Renton Laidlaw, a legendary media man who died on 12 October at age 82, was a beacon of old-world courtesy in our changing game. Players of his vintage had the same respect for him as he for them, and their friendships soon became the real thing as opposed to merely journalist–player associations. He had a special bond with Jack Nicklaus, born of the fact that they were much the same age; he felt honoured to have sat next to Arnold Palmer’s father, Deacon – “an older edition of Arnold” – at a Ryder Cup dinner; and he and Gary Player saw each other as fellow Scots.
Player, who had a Scottish grandmother, would often greet him with the line, “I love Scots!” and Laidlaw delighted in hearing as much until there came a day in Italy when the so-called Black Knight was cheerfully advising his fans, “I love Italians!”

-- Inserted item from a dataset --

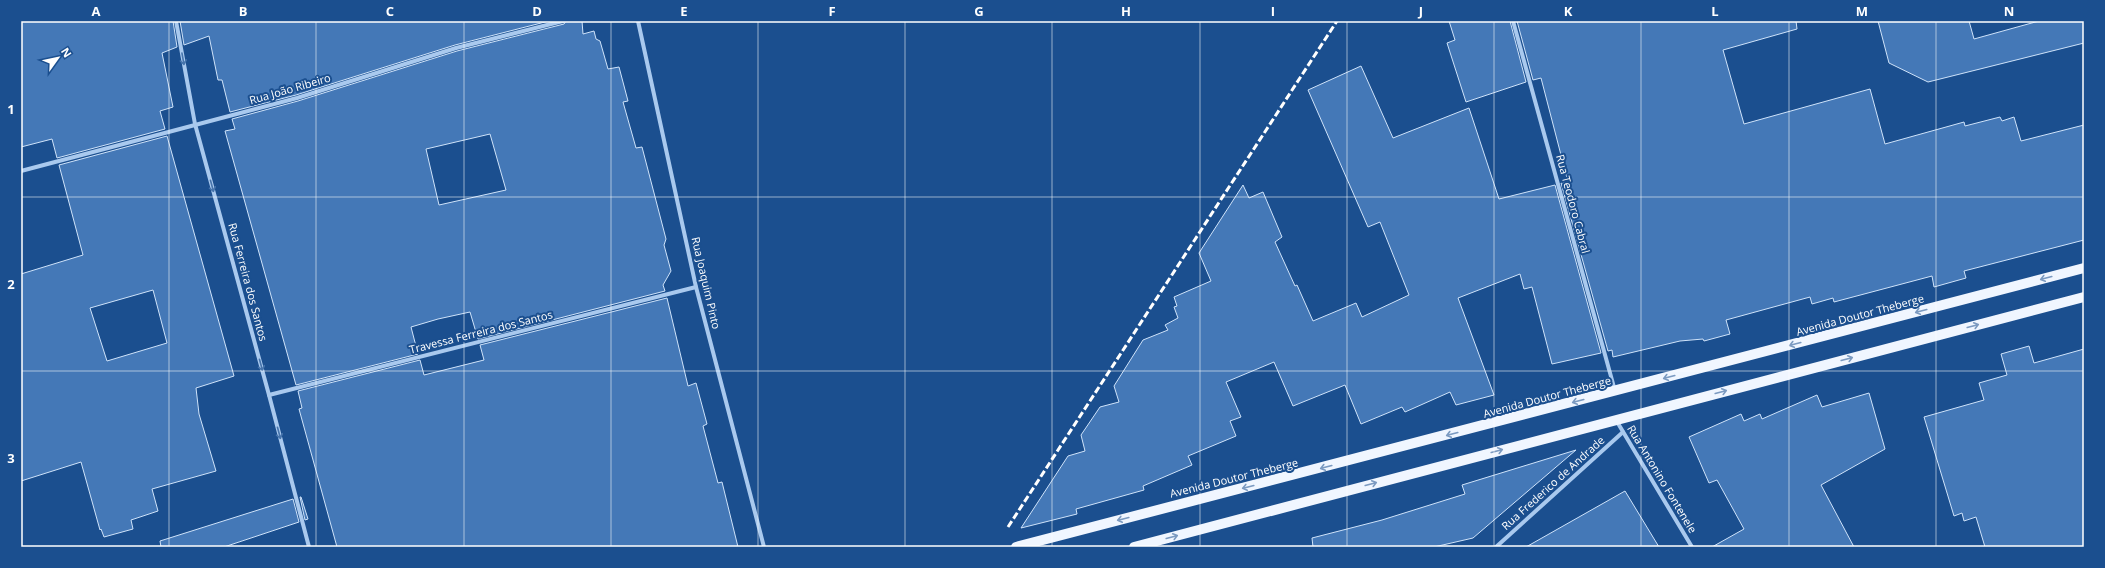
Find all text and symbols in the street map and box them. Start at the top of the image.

Renton was good at his job. In fact, he was good at all his jobs, some of which he tackled two at a time whilst still finding space for leisurely dinners with his many friends. More often than not, he would slip quietly away to pay the bill.
Shades of Bernhard Langer who, on telling his school’s career advisor that he wanted to be a golfer and was advised that there was no such thing as a career as a golfer, Renton told his headmaster at Edinburgh’s Stewart’s Melville College that he wanted to be a journalist. “Why don’t you go away and think about that,” suggested the head. “It would be safer to become a banker or work for an insurance company.”
Like Langer, Laidlaw made a pretty good fist of proving the headmaster wrong. At age 13 he was revelling in shifts as a copytaker at the Edinburgh Evening News before becoming that paper’s golf writer. Next, there was a post with Grampian Television and from there he joined the BBC as news anchorman for the Edinburgh Region. In that role, he was seen as what they might now call a “go-to” man for everything from religion to gardening.
Before too long, he was signed up by the London Evening Standard, which in turn led to 15 years as the BBC’s radio golf correspondent. Across this incredible career, he would cover 165 majors including 58 Opens. He also attended 45 Masters.
Even today, the Scottish media and the Scottish players enjoy the best of relationships but, back in the 1960s and 1970s Laidlaw pulled off the deliciously improbable.
Laidlaw admitted to an occasion when he had his knuckles well and truly rapped. It was at the 1976 Curtis Cup at Lytham where he was guilty of keeping the Curtis Cup player he was dating from her bed for rather longer than the captain would have wished.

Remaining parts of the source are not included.